WORK ORDER:
Comb the records below for the string "bottom" and copy each line where it turns up.

DATA LISTING:
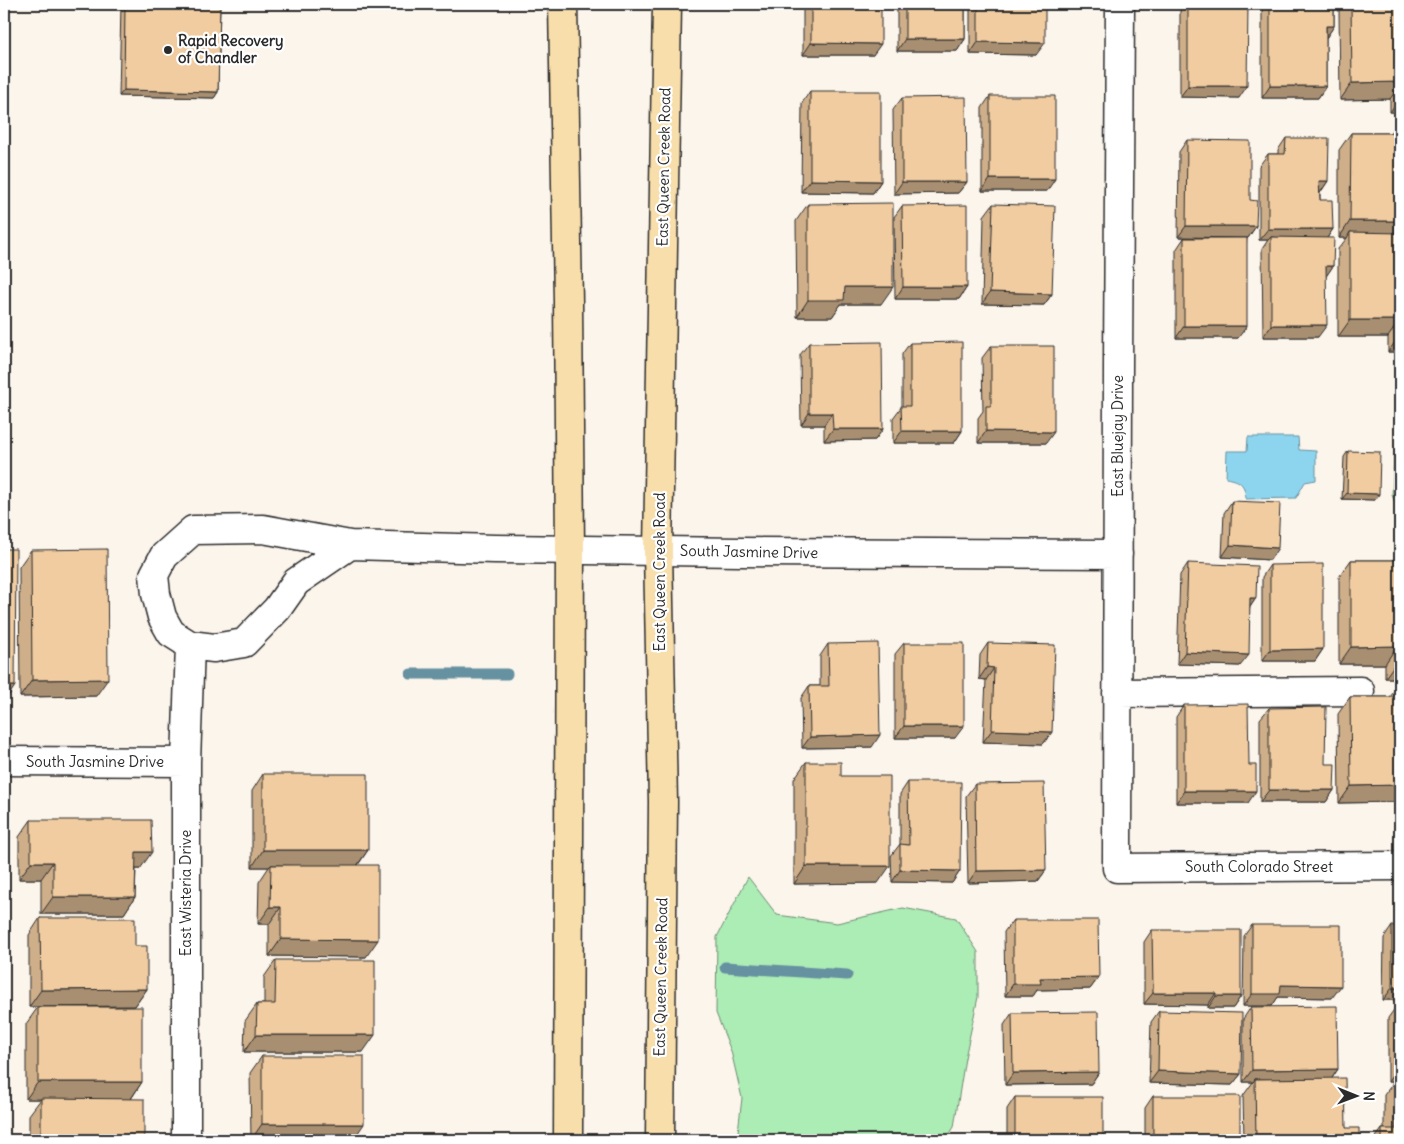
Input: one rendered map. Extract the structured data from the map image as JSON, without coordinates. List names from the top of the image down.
{
  "streets": {
    "main road": ["East Queen Creek Road"],
    "street": [
      "East Bluejay Drive",
      "South Jasmine Drive",
      "South Colorado Street",
      "East Wisteria Drive"
    ]
  },
  "crossings": [
    ["East Queen Creek Road", "South Jasmine Drive"],
    ["East Bluejay Drive", "South Jasmine Drive"],
    ["East Bluejay Drive", "South Colorado Street"],
    ["South Jasmine Drive", "East Wisteria Drive"]
  ],
  "places": ["Rapid Recovery of Chandler"],
  "north": "right"
}
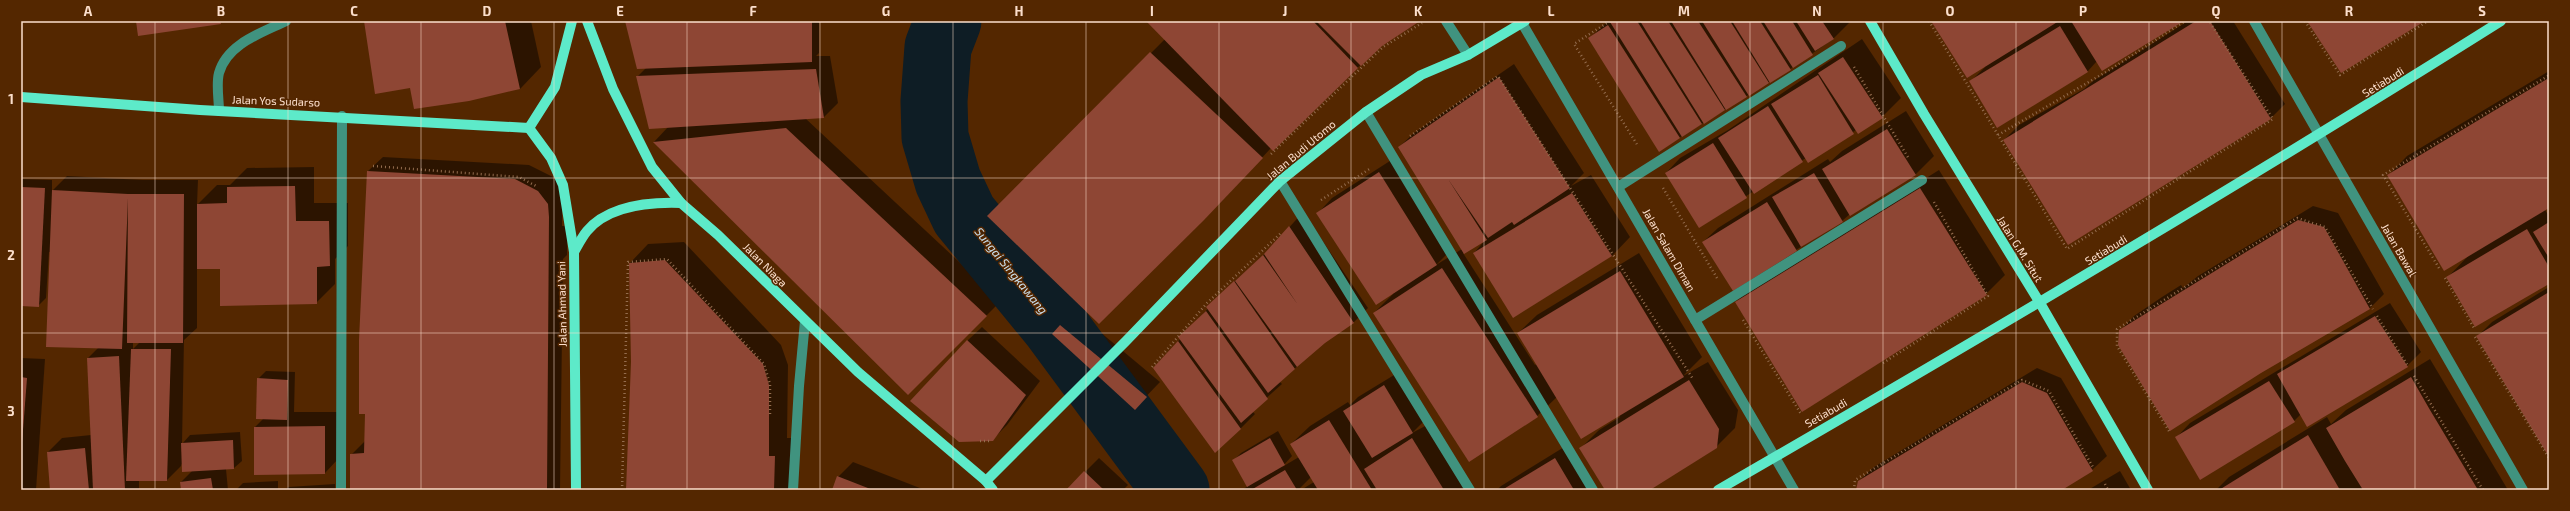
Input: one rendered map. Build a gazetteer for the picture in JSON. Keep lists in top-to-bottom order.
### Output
{
  "streets": {
    "main road": [
      "Setiabudi",
      "Jalan Yos Sudarso",
      "Jalan Budi Utomo",
      "Jalan G.M. Situt",
      "Jalan Niaga",
      "Jalan Ahmad Yani"
    ],
    "street": ["Jalan Salam Diman", "Jalan Bawal"]
  },
  "crossings": [
    ["Setiabudi", "Jalan G.M. Situt"],
    ["Setiabudi", "Jalan Salam Diman"],
    ["Setiabudi", "Jalan Bawal"],
    ["Jalan Yos Sudarso", "Jalan Ahmad Yani"],
    ["Jalan Budi Utomo", "Jalan Salam Diman"],
    ["Jalan Budi Utomo", "Jalan Niaga"]
  ],
  "water": ["Sungai Singkawang"],
  "grid": {
    "columns": [
      "A",
      "B",
      "C",
      "D",
      "E",
      "F",
      "G",
      "H",
      "I",
      "J",
      "K",
      "L",
      "M",
      "N",
      "O",
      "P",
      "Q",
      "R",
      "S"
    ],
    "rows": ["1", "2", "3"]
  }
}
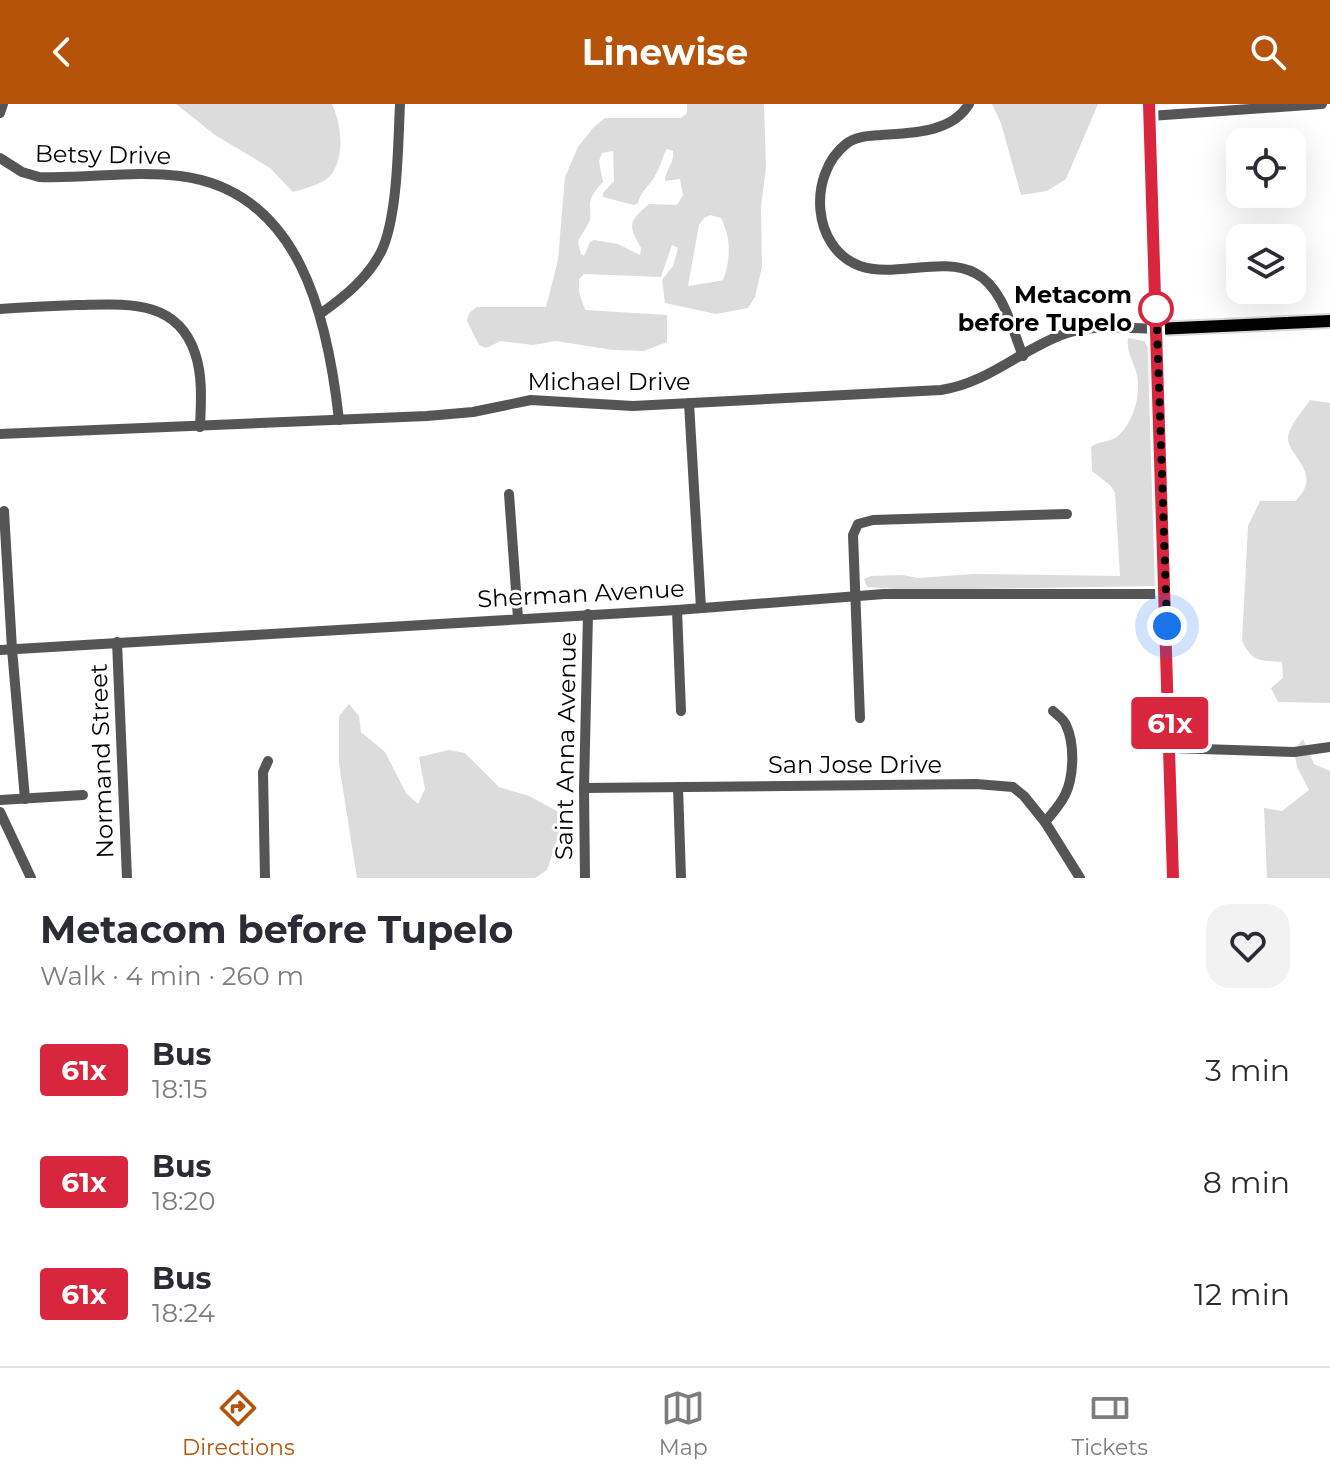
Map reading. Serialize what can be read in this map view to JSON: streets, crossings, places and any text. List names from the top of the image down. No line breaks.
{"streets":{"street":["Betsy Drive","Michael Drive","Sherman Avenue","Saint Anna Avenue","Normand Street","San Jose Drive"]},"crossings":[["Betsy Drive","Michael Drive"],["Sherman Avenue","Saint Anna Avenue"],["Sherman Avenue","Normand Street"],["Saint Anna Avenue","San Jose Drive"]],"places":["Metacom before Tupelo"],"lines":["bus line 61x"],"page":{"header":"Linewise","on_map":"61x","heading":["Metacom before Tupelo","Walk · 4 min · 260 m"],"list":[{"mark":"61x","name":"Bus","note":"18:15","value":"3 min"},{"mark":"61x","name":"Bus","note":"18:20","value":"8 min"},{"mark":"61x","name":"Bus","note":"18:24","value":"12 min"}],"tabs":["Directions","Map","Tickets"]}}
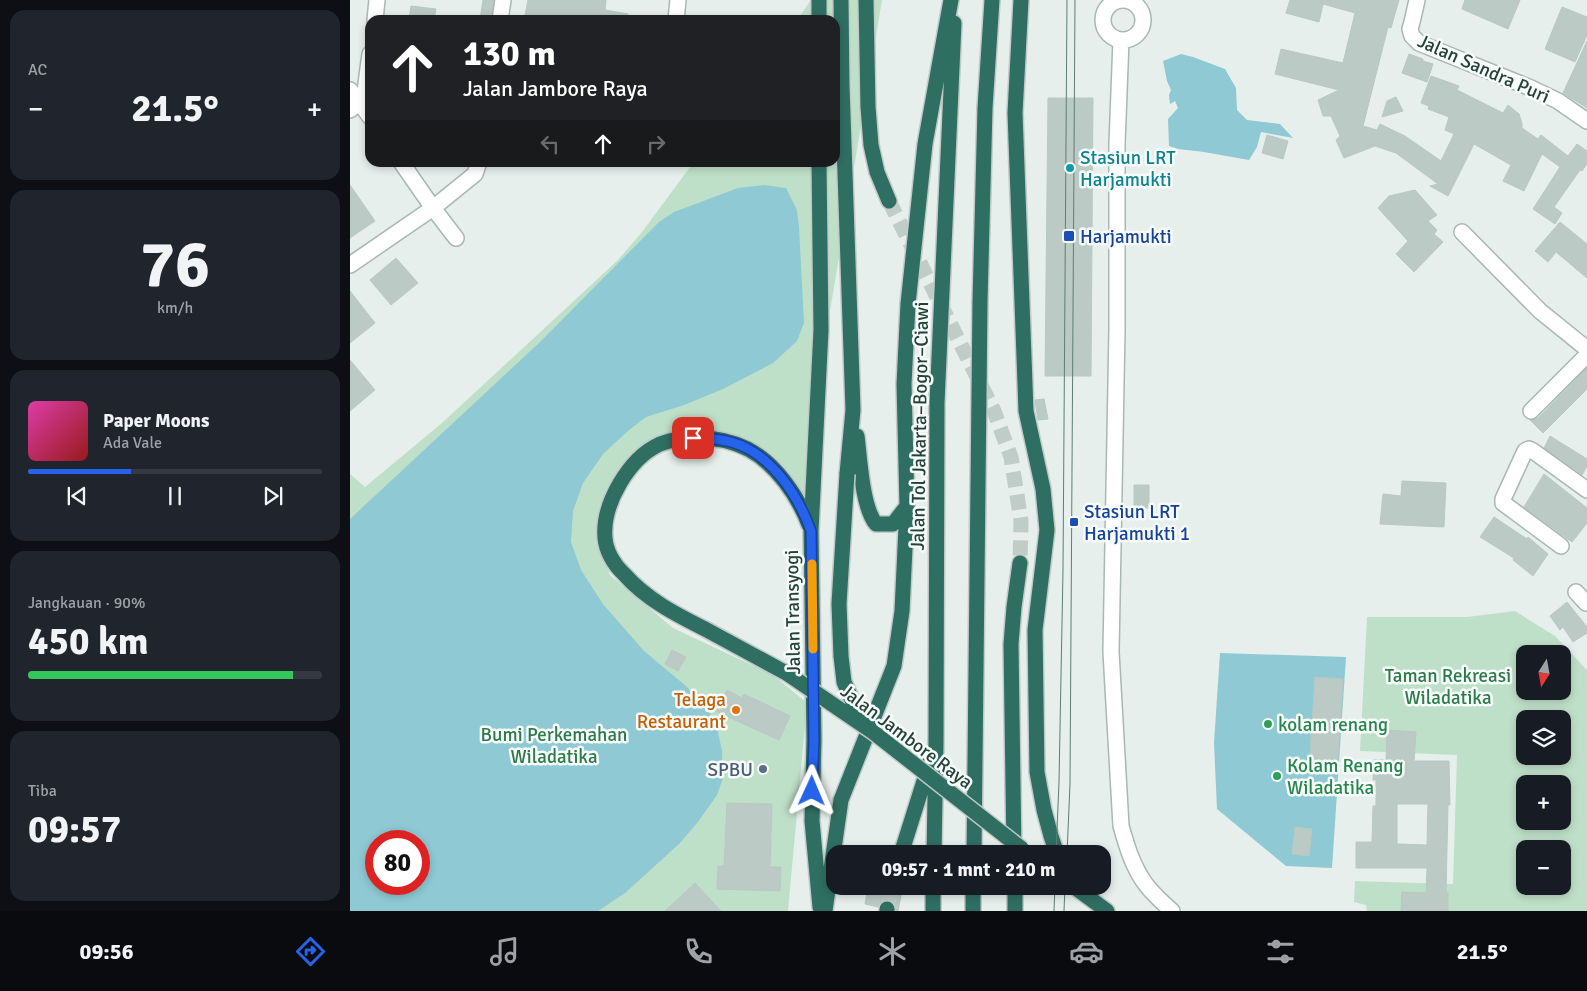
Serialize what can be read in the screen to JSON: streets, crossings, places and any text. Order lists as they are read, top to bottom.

WRITTEN ANSWER:
Input: one rendered map. Build a gazetteer for the picture in JSON. Keep lists in top-to-bottom order.
Serialize what can be read in the screen to JSON: streets, crossings, places and any text. Order lists as they are read, top to bottom.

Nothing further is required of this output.